Indirect methods are non-invasive, relying on information readily available from protective relays, such as event reports and metering captures, that can be obtained without any outage or power disruption. This information is used to examine pre-fault power flow, the relationship between zero-sequence current and transformer neutral current, and the expected versus the observed current directions. The paper details that in addition to metering data, differential element behavior and transformer energization records can be analyzed to identify signature patterns indicative of a reversed-polarity neutral CT. While indirect analysis can strongly suggest the polarity error, definitive confirmation requires a direct test, which can only be performed during an equipment outage. This paper presents the DC kick test, describing the procedure, practical field considerations, and interpretation of results, as the conclusive diagnostic method.

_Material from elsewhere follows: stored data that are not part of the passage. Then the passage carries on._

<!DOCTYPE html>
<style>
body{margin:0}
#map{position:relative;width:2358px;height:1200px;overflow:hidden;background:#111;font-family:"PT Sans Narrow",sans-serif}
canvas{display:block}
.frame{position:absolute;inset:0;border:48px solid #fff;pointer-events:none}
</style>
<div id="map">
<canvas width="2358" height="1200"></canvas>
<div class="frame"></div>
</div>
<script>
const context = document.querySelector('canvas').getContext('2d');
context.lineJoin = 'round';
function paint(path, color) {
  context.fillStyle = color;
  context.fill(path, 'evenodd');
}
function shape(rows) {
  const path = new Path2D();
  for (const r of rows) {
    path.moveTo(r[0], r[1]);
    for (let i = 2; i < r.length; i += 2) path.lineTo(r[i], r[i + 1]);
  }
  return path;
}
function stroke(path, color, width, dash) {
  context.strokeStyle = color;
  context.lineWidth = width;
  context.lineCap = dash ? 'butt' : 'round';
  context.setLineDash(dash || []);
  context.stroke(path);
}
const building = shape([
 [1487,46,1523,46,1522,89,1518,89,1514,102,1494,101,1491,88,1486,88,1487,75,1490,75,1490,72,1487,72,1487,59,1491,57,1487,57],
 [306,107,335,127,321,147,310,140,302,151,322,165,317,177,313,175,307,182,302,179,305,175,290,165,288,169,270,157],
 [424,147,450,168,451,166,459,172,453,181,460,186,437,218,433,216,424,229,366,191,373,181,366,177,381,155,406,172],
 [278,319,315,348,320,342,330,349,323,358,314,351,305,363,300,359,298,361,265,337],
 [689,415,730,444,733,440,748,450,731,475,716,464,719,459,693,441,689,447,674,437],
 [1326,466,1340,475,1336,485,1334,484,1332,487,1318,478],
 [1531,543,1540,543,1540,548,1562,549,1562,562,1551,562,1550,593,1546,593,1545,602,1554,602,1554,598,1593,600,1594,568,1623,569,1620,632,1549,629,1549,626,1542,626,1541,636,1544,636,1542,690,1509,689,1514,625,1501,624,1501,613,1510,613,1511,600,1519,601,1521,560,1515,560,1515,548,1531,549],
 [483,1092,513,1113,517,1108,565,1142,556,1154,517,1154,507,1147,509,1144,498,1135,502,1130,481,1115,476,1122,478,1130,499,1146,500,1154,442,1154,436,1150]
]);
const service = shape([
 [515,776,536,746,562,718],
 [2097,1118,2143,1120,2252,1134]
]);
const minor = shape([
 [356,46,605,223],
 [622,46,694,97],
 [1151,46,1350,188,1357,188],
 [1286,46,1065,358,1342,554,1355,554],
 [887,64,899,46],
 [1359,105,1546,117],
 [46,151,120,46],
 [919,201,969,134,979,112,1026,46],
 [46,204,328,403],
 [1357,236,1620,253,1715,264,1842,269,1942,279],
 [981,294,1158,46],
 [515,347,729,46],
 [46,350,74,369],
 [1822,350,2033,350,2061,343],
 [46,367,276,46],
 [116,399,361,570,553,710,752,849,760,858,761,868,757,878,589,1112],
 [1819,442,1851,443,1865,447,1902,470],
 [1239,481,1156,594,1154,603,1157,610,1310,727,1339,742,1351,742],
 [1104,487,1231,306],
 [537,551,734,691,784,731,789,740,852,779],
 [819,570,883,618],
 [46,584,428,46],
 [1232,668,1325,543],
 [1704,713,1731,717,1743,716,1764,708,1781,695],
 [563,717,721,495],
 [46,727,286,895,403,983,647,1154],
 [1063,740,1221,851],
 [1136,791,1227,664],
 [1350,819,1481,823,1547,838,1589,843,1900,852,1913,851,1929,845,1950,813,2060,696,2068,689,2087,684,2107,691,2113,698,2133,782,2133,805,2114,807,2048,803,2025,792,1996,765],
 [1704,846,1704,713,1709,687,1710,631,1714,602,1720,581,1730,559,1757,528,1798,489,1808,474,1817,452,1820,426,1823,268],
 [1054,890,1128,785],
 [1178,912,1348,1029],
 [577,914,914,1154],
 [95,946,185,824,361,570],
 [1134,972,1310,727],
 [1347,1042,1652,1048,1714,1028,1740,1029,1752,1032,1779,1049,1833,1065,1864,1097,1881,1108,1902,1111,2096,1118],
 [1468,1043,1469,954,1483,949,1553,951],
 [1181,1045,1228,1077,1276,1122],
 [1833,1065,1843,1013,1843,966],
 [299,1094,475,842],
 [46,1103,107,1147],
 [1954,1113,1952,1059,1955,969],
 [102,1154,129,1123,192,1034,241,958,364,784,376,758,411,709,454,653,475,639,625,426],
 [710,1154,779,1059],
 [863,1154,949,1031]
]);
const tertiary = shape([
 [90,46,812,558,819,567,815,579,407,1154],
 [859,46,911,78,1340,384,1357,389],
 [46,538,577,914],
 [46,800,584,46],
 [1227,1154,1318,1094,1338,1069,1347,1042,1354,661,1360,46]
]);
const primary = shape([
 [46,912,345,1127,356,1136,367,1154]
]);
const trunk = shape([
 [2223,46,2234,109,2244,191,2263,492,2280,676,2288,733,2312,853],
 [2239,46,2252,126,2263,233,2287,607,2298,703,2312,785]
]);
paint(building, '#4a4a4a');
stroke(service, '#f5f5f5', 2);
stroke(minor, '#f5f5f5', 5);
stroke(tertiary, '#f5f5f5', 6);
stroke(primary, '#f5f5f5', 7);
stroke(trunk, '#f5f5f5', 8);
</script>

The diagnostic approach is validated using a field case involving a 230/115 kV autotransformer at the Snohomish Public Utility District, supplemented by real-time digital simulations that illustrate the effectiveness of the methods discussed. The methodologies and field practices presented in this paper, along with the authors’ shared experience in executing DC kick testing under field conditions, offer valuable guidance for commissioning personnel and protection engineers in verifying correct CT polarity during initial installation and diagnosing potential connection issues, even in the absence of equipment outages.